花芽吹く君へ - 6/6


 深夜零時。
 外から戻ったマールーシャは自室のドアに手をかけようとして、部屋の外まで甘い香りが漂っているのに気付く。扉を開けると、部屋に充満していた花の芳香が勢いよく溢れだしてきた。

「咲いたのか」

 強い香りが返事の代わりだった。静かな部屋に横たわるゼクシオンに近寄る。窓から差し込む月明かりがちょうどゼクシオンの顔をほのかに照らしていた。

「ああ、なんと美しい」

 その顔を覗き込んだマールーシャは思わず感嘆の声を漏らした。
 昨日まで蕾んでいたその膨らみは見事に開花し、月の光を浴びて白い花弁を力強く広げていた。透き通るような花弁はまるでクリスタルガラスで出来ているかのように神秘的だ。

「実に見事だ。その名の通り、貴方によく似合う」

 そう言いながら床に膝をついて顔の高さを合わせると、暗い部屋に青白く浮かび上がるその姿にマールーシャはうっとりと見入った。

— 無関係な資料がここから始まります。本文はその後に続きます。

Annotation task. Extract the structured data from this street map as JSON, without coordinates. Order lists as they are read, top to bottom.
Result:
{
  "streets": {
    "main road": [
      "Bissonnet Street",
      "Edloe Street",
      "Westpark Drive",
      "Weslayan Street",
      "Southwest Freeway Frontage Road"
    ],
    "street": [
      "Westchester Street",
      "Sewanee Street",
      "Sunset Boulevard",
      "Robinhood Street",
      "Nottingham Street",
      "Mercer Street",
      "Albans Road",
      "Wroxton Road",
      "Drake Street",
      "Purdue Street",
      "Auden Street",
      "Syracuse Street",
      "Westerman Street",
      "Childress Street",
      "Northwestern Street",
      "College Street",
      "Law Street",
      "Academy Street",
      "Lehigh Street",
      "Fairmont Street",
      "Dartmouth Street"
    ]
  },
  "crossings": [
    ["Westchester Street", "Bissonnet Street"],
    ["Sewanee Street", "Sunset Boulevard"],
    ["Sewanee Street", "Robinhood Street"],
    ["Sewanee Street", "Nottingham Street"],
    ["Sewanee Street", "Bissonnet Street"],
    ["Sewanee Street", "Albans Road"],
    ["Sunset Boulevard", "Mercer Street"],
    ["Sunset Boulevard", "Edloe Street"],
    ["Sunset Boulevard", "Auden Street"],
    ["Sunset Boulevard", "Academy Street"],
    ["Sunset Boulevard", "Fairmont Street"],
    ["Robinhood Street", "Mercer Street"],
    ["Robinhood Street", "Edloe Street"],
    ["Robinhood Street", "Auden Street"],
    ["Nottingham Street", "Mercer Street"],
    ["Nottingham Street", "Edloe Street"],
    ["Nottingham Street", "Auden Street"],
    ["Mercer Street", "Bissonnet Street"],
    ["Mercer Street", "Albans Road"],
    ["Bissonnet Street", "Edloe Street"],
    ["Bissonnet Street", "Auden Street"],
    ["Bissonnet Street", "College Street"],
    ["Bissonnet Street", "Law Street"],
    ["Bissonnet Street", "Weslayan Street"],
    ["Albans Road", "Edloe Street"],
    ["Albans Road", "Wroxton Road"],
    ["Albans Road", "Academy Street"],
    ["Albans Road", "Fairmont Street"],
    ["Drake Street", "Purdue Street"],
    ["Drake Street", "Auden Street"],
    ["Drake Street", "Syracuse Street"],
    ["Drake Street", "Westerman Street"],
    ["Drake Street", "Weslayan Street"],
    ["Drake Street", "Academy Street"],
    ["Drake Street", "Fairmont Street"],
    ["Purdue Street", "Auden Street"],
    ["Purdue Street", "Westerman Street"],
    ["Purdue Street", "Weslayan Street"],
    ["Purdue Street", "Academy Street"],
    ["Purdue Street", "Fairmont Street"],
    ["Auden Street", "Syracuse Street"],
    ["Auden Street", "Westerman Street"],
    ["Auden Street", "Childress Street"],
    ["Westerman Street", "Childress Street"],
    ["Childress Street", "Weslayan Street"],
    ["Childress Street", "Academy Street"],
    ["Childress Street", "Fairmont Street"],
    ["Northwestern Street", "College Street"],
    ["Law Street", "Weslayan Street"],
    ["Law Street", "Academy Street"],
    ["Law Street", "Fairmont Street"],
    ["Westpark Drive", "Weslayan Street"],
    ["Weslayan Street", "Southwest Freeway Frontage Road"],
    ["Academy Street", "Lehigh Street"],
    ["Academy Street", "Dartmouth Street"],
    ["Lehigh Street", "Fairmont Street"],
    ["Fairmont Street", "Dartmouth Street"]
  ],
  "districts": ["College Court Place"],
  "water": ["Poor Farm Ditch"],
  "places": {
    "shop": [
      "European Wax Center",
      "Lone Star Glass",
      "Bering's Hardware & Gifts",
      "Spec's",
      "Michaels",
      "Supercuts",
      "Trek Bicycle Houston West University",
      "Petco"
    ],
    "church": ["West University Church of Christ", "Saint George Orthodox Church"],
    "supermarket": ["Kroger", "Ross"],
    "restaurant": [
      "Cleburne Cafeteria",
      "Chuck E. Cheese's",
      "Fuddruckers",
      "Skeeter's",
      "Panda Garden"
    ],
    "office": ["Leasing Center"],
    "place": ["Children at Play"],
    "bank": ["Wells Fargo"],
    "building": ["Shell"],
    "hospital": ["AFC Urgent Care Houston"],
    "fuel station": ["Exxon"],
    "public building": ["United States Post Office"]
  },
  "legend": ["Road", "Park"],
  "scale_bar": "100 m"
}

 花の名前は『月下美人』。月の光を浴びて一夜だけ蕾を開く貴重な花だ。
 目を閉じて横たわるゼクシオンは、眠っているように静かで、美しくて、冷たかった。その目がもう開かれることはないことをマールーシャは知っている。身体に宿った花が開くとき、それは宿主の身体を蝕み尽くした末の開花なのだ。

「貴方の秘めた情熱とは何だったのだろうな」

 マールーシャはそう呟くと身を乗り出してその目に宿る月下美人の首に唇を寄せる。花弁を食み、ひとひら食い千切れば強い芳香が鼻孔から脳に抜けて心無き胸を焦がす。
 花芽吹く君の眠りが安らかであるようにと祈りを捧げ、マールーシャは枕元に跪いて静かに喪に服すのだった。